Superyachts allowed into New Zealand for refit and repair
A new provision allows for superyachts booked in for repair or refit work to apply to enter the country's maritime borders…
Previous SuperyachtNews coverage questioned whether the COVID-19 pandemic would have a significant impact on superyacht attendance for the 36th America’s Cup, set to take place from 6 to 21 March, 2021 in Auckland. With New Zealand's borders closed since the beginning of the pandemic, there have been concerns as to whether foreign vessels would be allowed entry into the country in time for the event.
The New Zealand government recently announced a new provision that allows for vessels, including superyachts, booked in for repair or refit works in the country to apply to enter the country’s maritime borders. “Currently the applications to enter through our maritime borders is for a compelling need for refit and repair,” explains Duthie Lidgard, managing director of Catalano Shipping Services NZ.
“We have been successful with the applications for five vessels to date and another eight applications are currently awaiting approval, which we are expecting in the coming weeks.

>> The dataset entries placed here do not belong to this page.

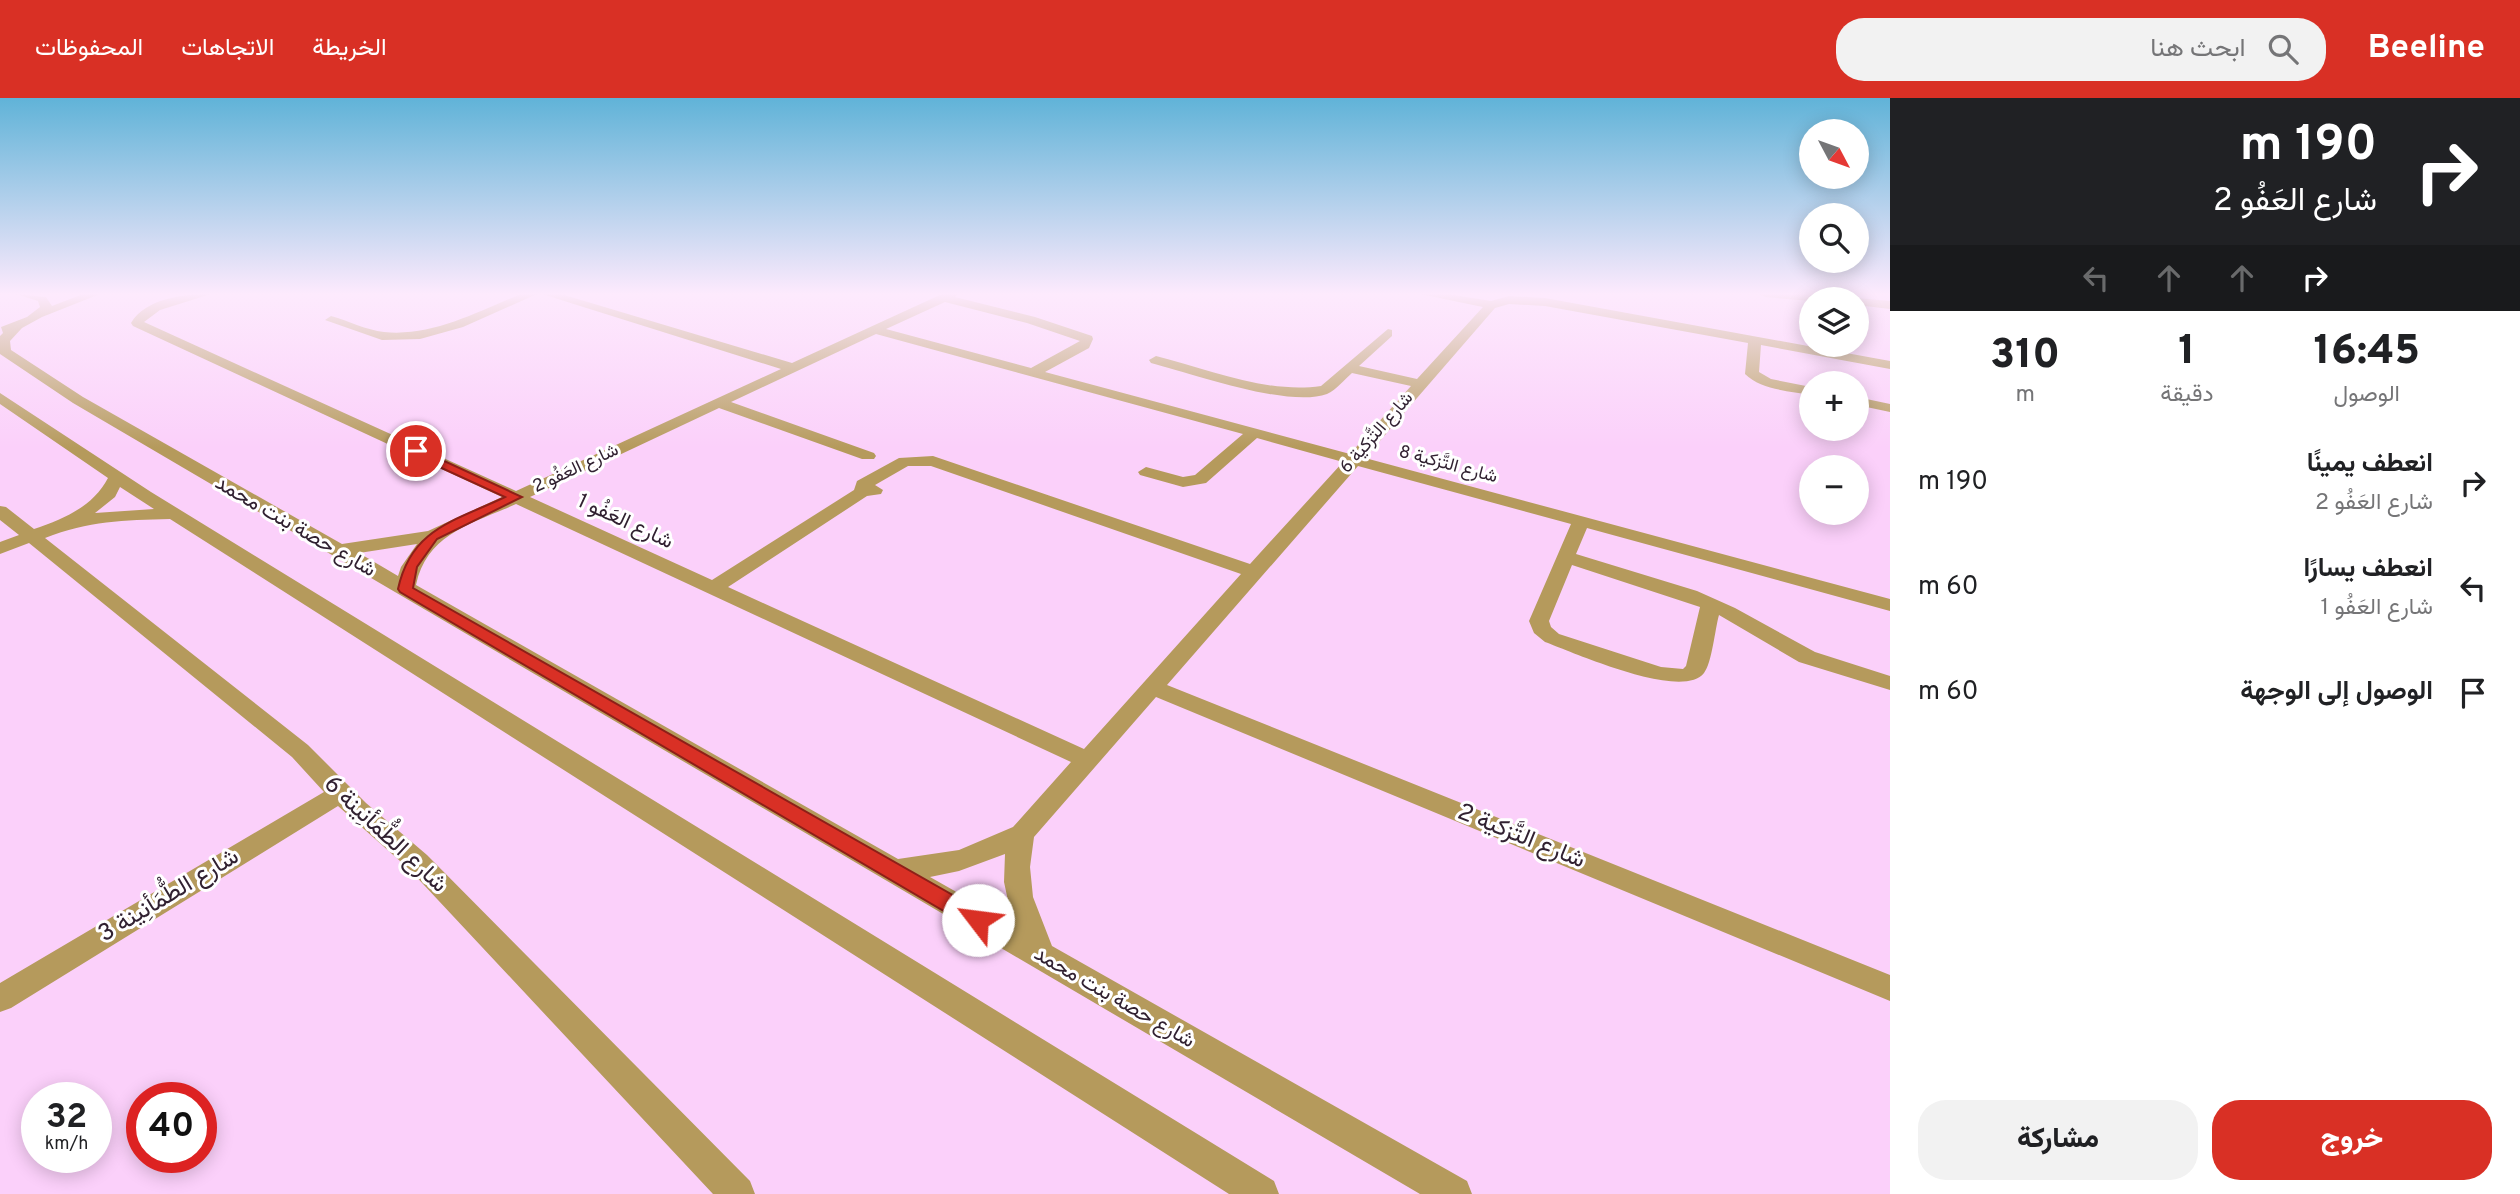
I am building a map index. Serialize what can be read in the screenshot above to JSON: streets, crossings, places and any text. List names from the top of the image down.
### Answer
{
  "streets": {
    "street": [
      "شارع التَّزكية 6",
      "شارع التَّزكية 8",
      "شارع العَفُو 2",
      "شارع العَفُو 1",
      "شارع حصة بنت محمد",
      "شارع الطُّمَأنِينة 6",
      "شارع التَّزكية 2",
      "شارع الطُّمَأنِينة 3"
    ]
  },
  "crossings": [
    ["شارع التَّزكية 6", "شارع التَّزكية 8"],
    ["شارع التَّزكية 6", "شارع العَفُو 1"],
    ["شارع التَّزكية 6", "شارع حصة بنت محمد"],
    ["شارع التَّزكية 6", "شارع التَّزكية 2"],
    ["شارع العَفُو 2", "شارع العَفُو 1"],
    ["شارع العَفُو 2", "شارع حصة بنت محمد"],
    ["شارع الطُّمَأنِينة 6", "شارع الطُّمَأنِينة 3"]
  ],
  "north": "bottom right",
  "page": {
    "header": "Beeline",
    "search": "ابحث هنا",
    "nav": ["الخريطة", "الاتجاهات", "المحفوظات"],
    "turn": ["190 m", "شارع العَفُو 2"],
    "map_buttons": ["+", "−"],
    "eta": [
      "16:45",
      "الوصول",
      "1",
      "دقيقة",
      "310",
      "m"
    ],
    "list": [
      {
        "name": "انعطف يمينًا",
        "note": "شارع العَفُو 2",
        "value": "190 m"
      },
      {
        "name": "انعطف يسارًا",
        "note": "شارع العَفُو 1",
        "value": "60 m"
      },
      {
        "name": "الوصول إلى الوجهة",
        "value": "60 m"
      }
    ],
    "speed": "32 km/h",
    "limit": "40",
    "buttons": ["خروج", "مشاركة"]
  }
}
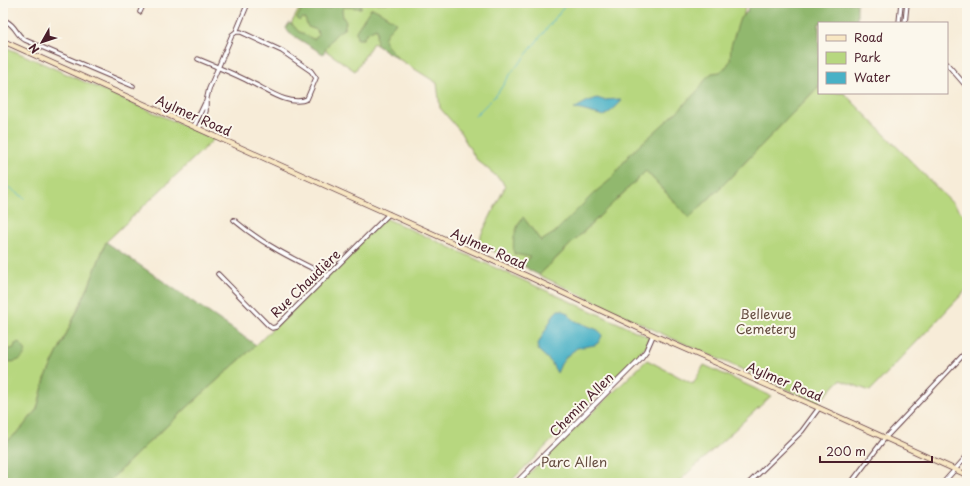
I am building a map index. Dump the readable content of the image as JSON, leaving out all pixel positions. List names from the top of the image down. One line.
{"streets":{"main road":["Aylmer Road"],"street":["Rue Chaudière","Chemin Allen"]},"crossings":[["Aylmer Road","Rue Chaudière"],["Aylmer Road","Chemin Allen"]],"parks":["Bellevue Cemetery","Parc Allen"],"legend":["Road","Park","Water"],"scale_bar":"200 m","north":"bottom left"}
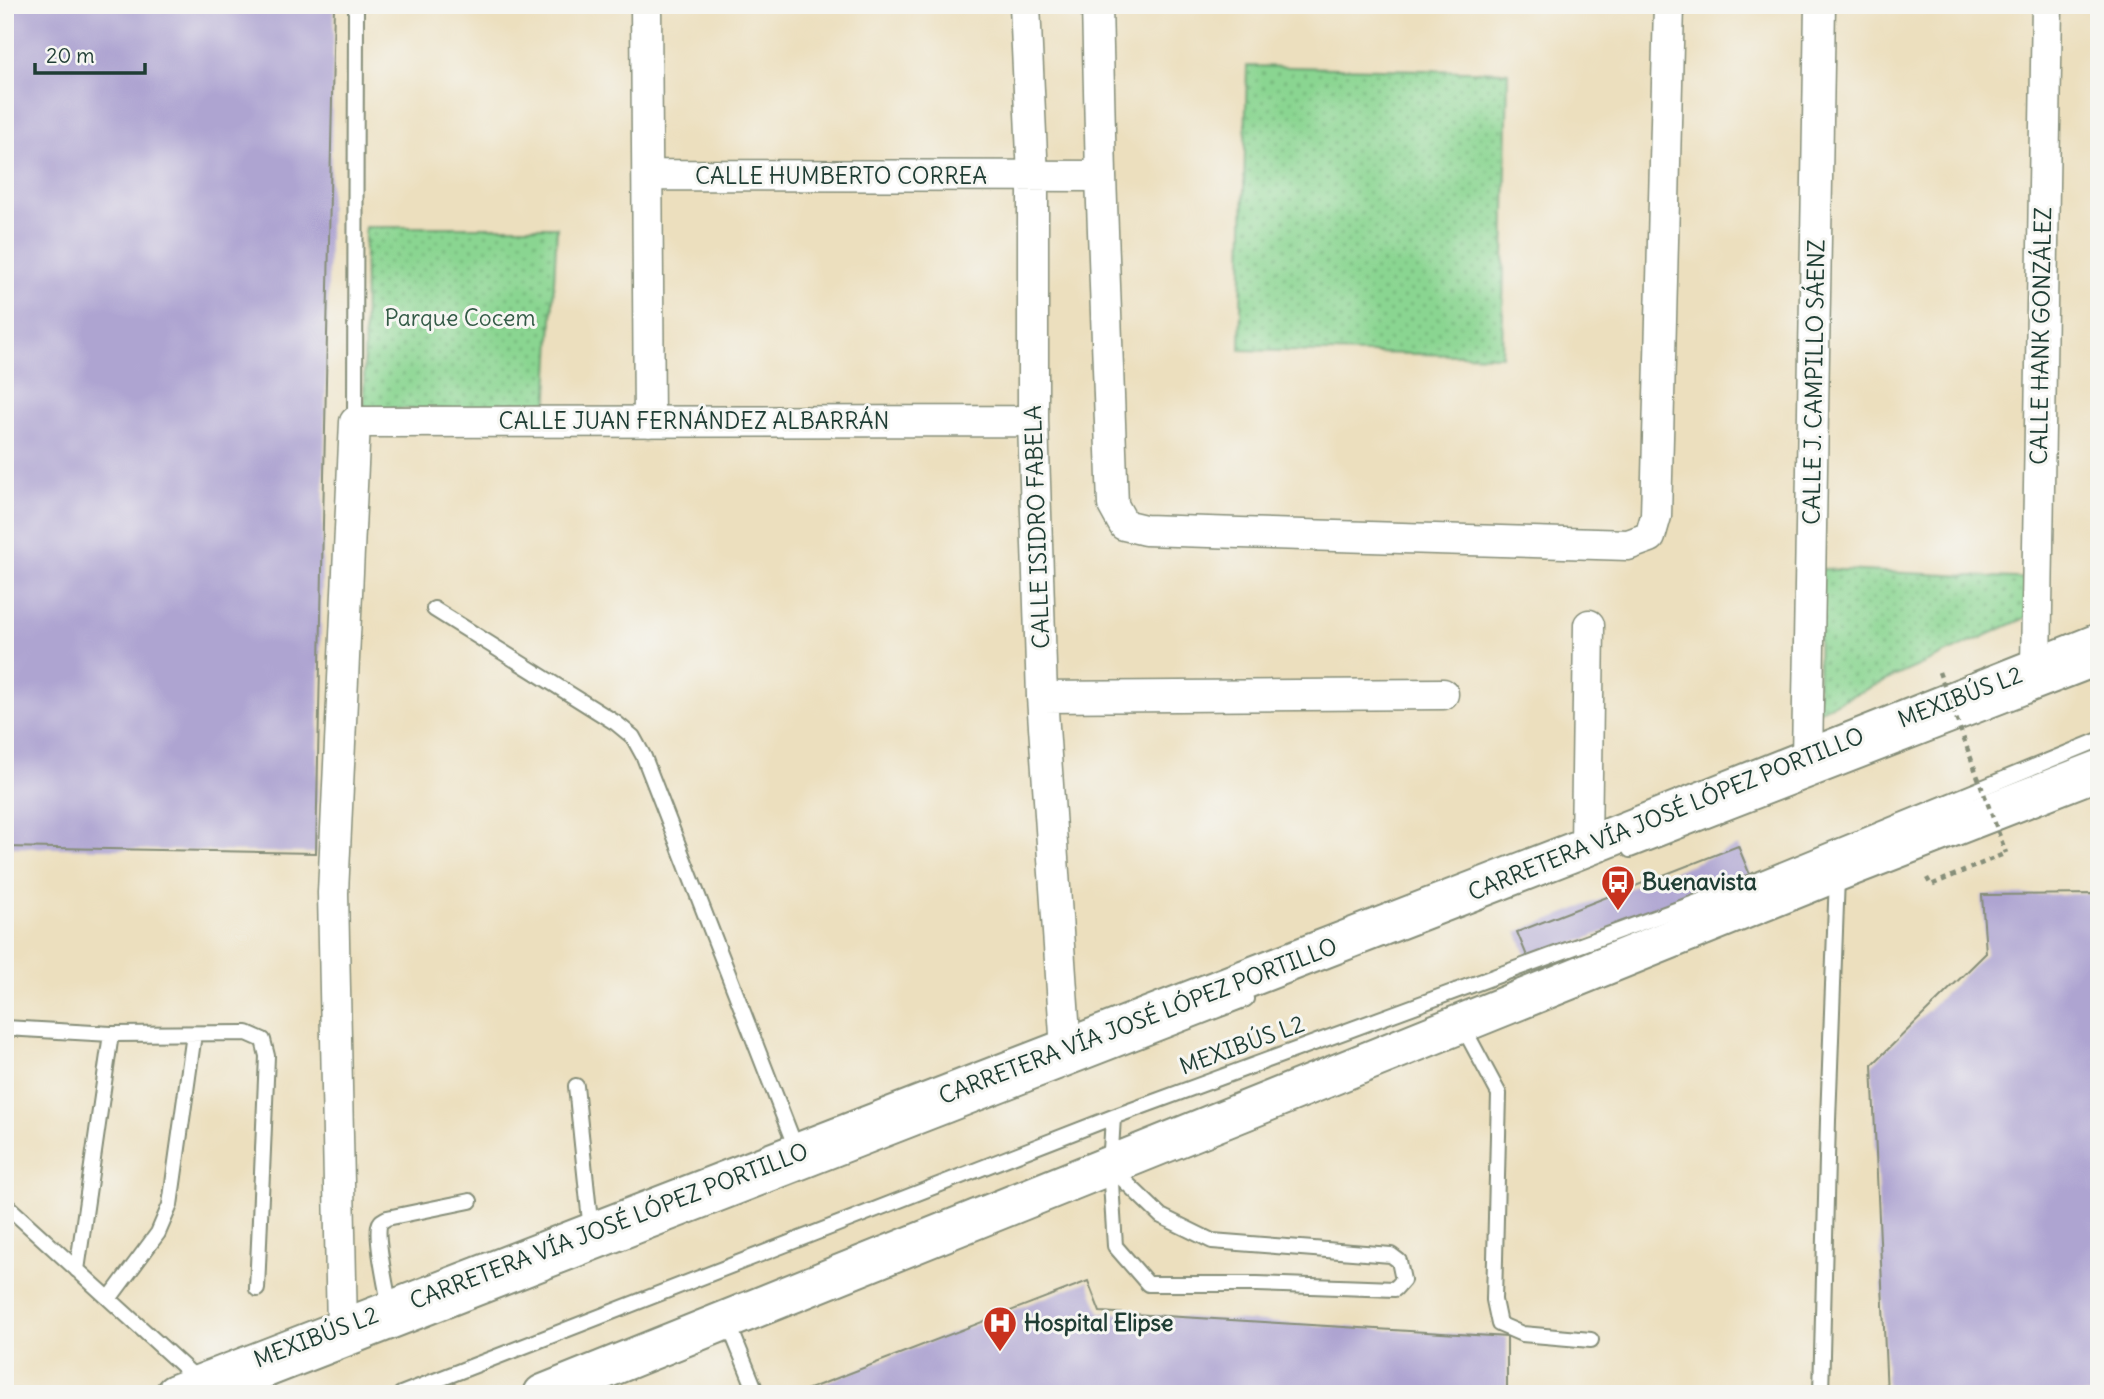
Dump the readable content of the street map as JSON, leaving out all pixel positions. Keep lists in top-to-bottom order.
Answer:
{
  "streets": {
    "main road": ["CARRETERA VÍA JOSÉ LÓPEZ PORTILLO"],
    "street": [
      "CALLE HUMBERTO CORREA",
      "CALLE HANK GONZÁLEZ",
      "CALLE J. CAMPILLO SÁENZ",
      "CALLE JUAN FERNÁNDEZ ALBARRÁN",
      "CALLE ISIDRO FABELA"
    ],
    "lane": ["MEXIBÚS L2"]
  },
  "crossings": [
    ["CALLE HUMBERTO CORREA", "CALLE ISIDRO FABELA"],
    ["CALLE HANK GONZÁLEZ", "CARRETERA VÍA JOSÉ LÓPEZ PORTILLO"],
    ["CALLE J. CAMPILLO SÁENZ", "CARRETERA VÍA JOSÉ LÓPEZ PORTILLO"],
    ["CALLE JUAN FERNÁNDEZ ALBARRÁN", "CALLE ISIDRO FABELA"],
    ["CALLE ISIDRO FABELA", "CARRETERA VÍA JOSÉ LÓPEZ PORTILLO"],
    ["MEXIBÚS L2", "CARRETERA VÍA JOSÉ LÓPEZ PORTILLO"]
  ],
  "parks": ["Parque Cocem"],
  "places": {
    "bus stop": ["Buenavista"],
    "hospital": ["Hospital Elipse"]
  },
  "scale_bar": "20 m"
}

Currently, we are fielding so many new requests from yachts looking at getting to New Zealand to escape Europe and we are working on their arrival plans and approval options.”
“Currently, we are fielding so many new requests from yachts looking at getting to New Zealand to escape Europe and we are working on their arrival plans and approval options.”
The refit and repair exemption was activated in July 2020, with the first superyacht making use of it S/Y Marie, for a scheduled refit approved on 27 July. The operative word in the provision is ‘compelling’ – the bar to qualify for an exemption has been set high to avoid creating an unwanted ‘back door’ into New Zealand as many yachts are still keen to visit the country in time for the America's Cup.
“COVID-19 has impacted the globe – we have seen a drop off in yachts coming to New Zealand only because they have been unable to come via other islands as stopovers on the way,” adds Lidgard. “Since French Polynesia opened its borders to visiting yachts and owners, we have seen a surge of interest again due to the America’s Cup.”
But there are still barriers for superyacht owners and guests entering the country, with a mandatory 14-day isolation period on arrival in New Zealand. “There is a substantial effort from both the marine and tourism industries to create a watertight process for HNWI’s to enter New Zealand through private quarantine, which could include a controlled private residence, luxury accommodation or a yacht,” explains Ben Osborne, director of 37South. “We remain optimistic that this will become an option by the end of 2020, allowing sufficient time for travel prior to AC36 racing in January 2021.”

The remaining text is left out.